10 de abril de 2013 - 23:55

Un sutil y torpe congelamiento

La resolución publicada ayer en el Boletín Oficial, con la firma de Guillermo Moreno, aplica un modelo de congelamiento distinto al que se aplicó en el caso de los precios de los supermercados.

En el caso de los combustibles, la resolución establece que se tomará como precio tope o máximo “el que resulte igual al más elevado del 9 de abril del corriente año”. Esto quiere decir que habrá que ver los precios más altos y el resto de las empresas podrán equipararlo, de golpe o en cuotas.

Mal que nos pese, este congelamiento tiene una pauta conocida y es sólo para el que tiene el precio más alto, nivel al que los demás podrán llegar. Además, se divide al país en seis regiones y se determina el precio más alto por cada región.

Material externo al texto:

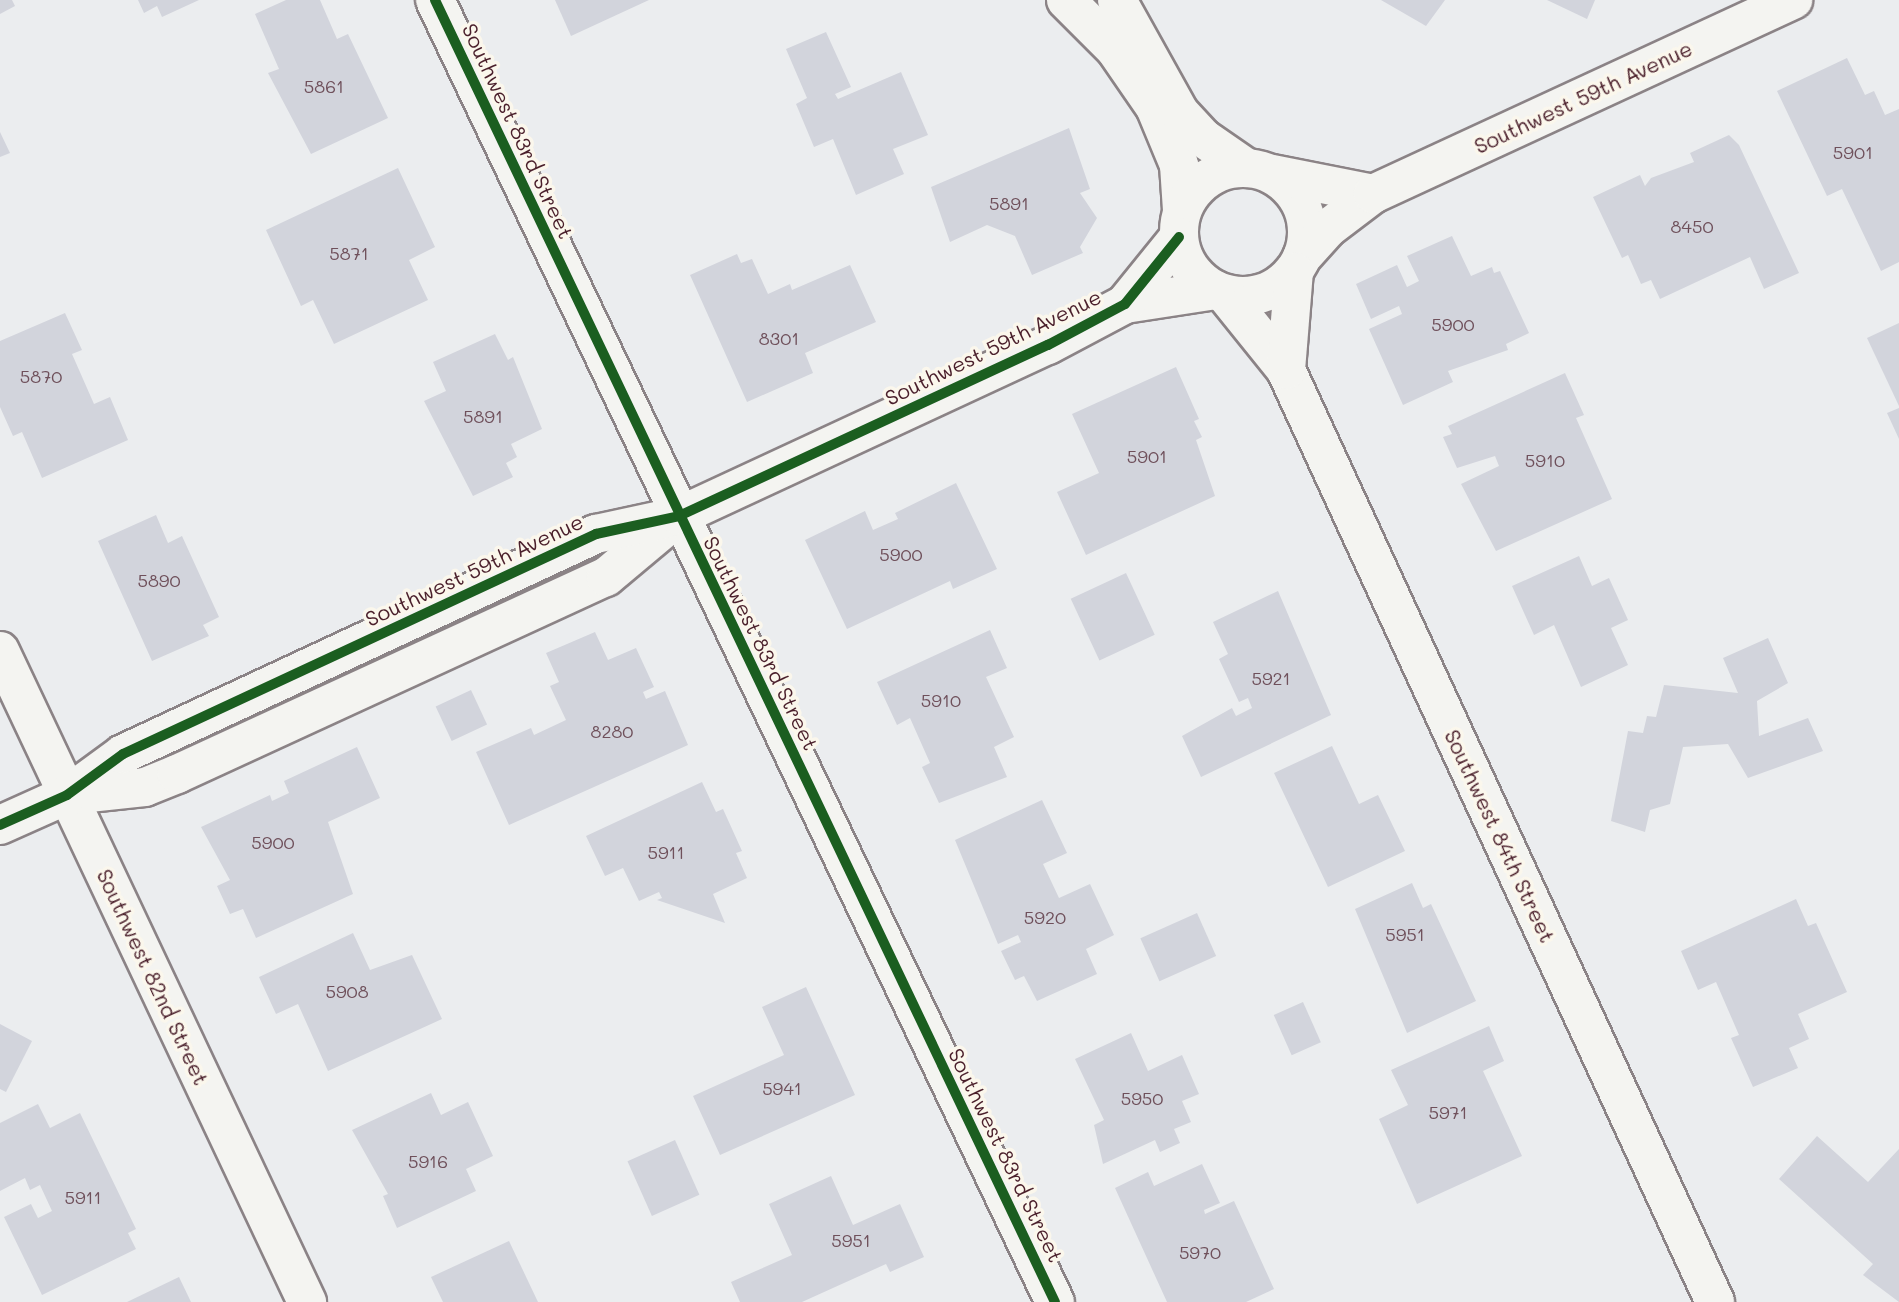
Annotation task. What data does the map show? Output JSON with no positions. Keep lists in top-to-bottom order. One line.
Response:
{"streets":{"street":["Southwest 59th Avenue","Southwest 83rd Street","Southwest 84th Street","Southwest 82nd Street"]},"crossings":[["Southwest 59th Avenue","Southwest 83rd Street"],["Southwest 59th Avenue","Southwest 84th Street"],["Southwest 59th Avenue","Southwest 82nd Street"]],"house_numbers":["5861","5901","5891","8450","5871","5900","8301","5870","5891","5901","5910","5900","5890","5921","5910","8280","5900","5911","5920","5951","5908","5941","5950","5971","5916","5911","5951","5970"]}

Por esta razón, el titular de YPF, Miguel Galuccio, afirmaba que la empresa sostendría los aumentos.

Es que la petrolera estatal tiene su precio casi un 25% por debajo de sus competidores, por lo que tiene colchón para seguir aumentando hasta el 11 de octubre cuando, en teoría, vence el congelamiento.

El problema que surge es, como siempre, lo que puede pasar el 11 de octubre, porque habrá acumulación de costos que las empresas intentarán cubrir. Esto puede generar un salto inflacionario, que nadie podrá decir que es inesperado.

También es un tiro sobre la línea de flotación a las pocas empresas interesadas en explotar petróleo, porque le mantendrán congelado el precio del crudo sin importar lo que pase en el mercado internacional ni en la evolución de sus costos.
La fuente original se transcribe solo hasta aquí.